Dormi trois heures cette nuit. Je tente désespérément de faire des phrases dans ma tête. Rien n’a de sens dans certaines positions. Sur le ventre, pas plus de mots. La bouche comme une impossibilité d’écouler la journée. Il faudrait s’hydrater, faire, pour démêler le socle, provoquer le bruit dans le corps, les talons qui frappent les plateformes, ce qui peut s’avaler, laver sa peau du monde minuscule qui s’y pose.
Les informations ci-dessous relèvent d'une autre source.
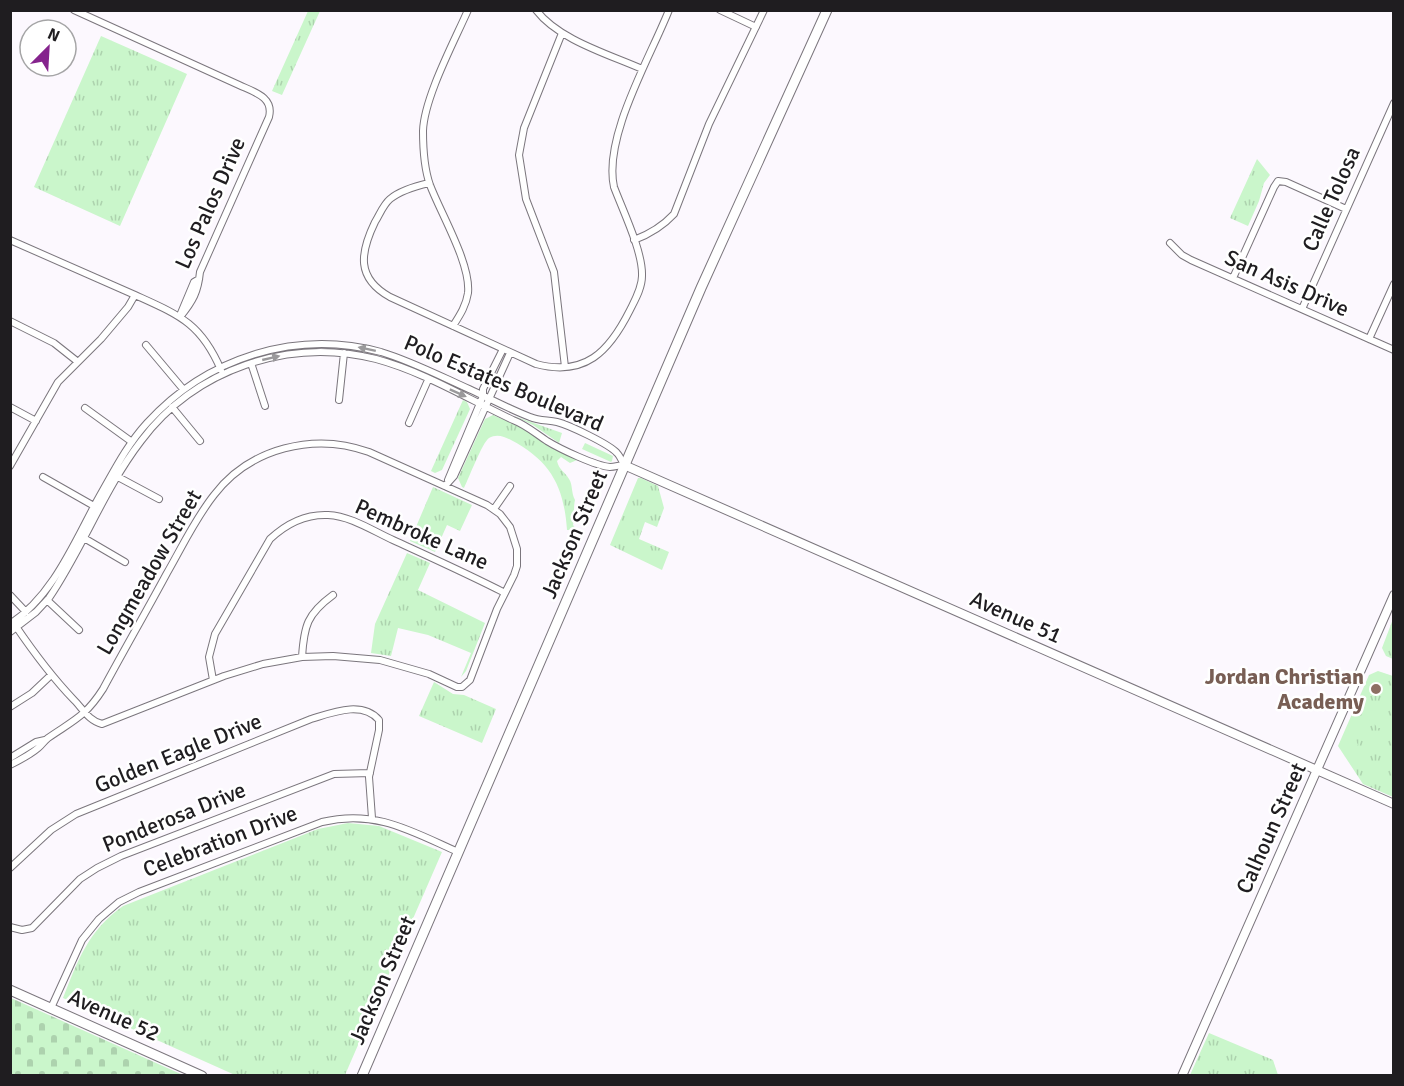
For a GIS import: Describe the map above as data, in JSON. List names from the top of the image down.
{
  "streets": {
    "main road": ["Jackson Street", "Avenue 52"],
    "street": [
      "Calle Tolosa",
      "Los Palos Drive",
      "San Asis Drive",
      "Polo Estates Boulevard",
      "Pembroke Lane",
      "Longmeadow Street",
      "Avenue 51",
      "Golden Eagle Drive",
      "Ponderosa Drive",
      "Calhoun Street",
      "Celebration Drive"
    ]
  },
  "crossings": [
    ["Calle Tolosa", "San Asis Drive"],
    ["Polo Estates Boulevard", "Jackson Street"],
    ["Polo Estates Boulevard", "Avenue 51"],
    ["Jackson Street", "Avenue 51"],
    ["Jackson Street", "Celebration Drive"],
    ["Avenue 51", "Calhoun Street"],
    ["Golden Eagle Drive", "Ponderosa Drive"],
    ["Celebration Drive", "Avenue 52"]
  ],
  "places": ["Jordan Christian Academy"],
  "north": "top right"
}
La pilosité comme radar et comme bouclier. Les autres voix carcasses souliers reviennent comme des fleurs après les bavures. On pense que l’on pourrait partir pêcher ou couper du bois comme si de rien, de vieilles structures biologiques amies qui respirent, expirent, digèrent, éliminent, ensemble, dans une chorale fausse et dégueulasse.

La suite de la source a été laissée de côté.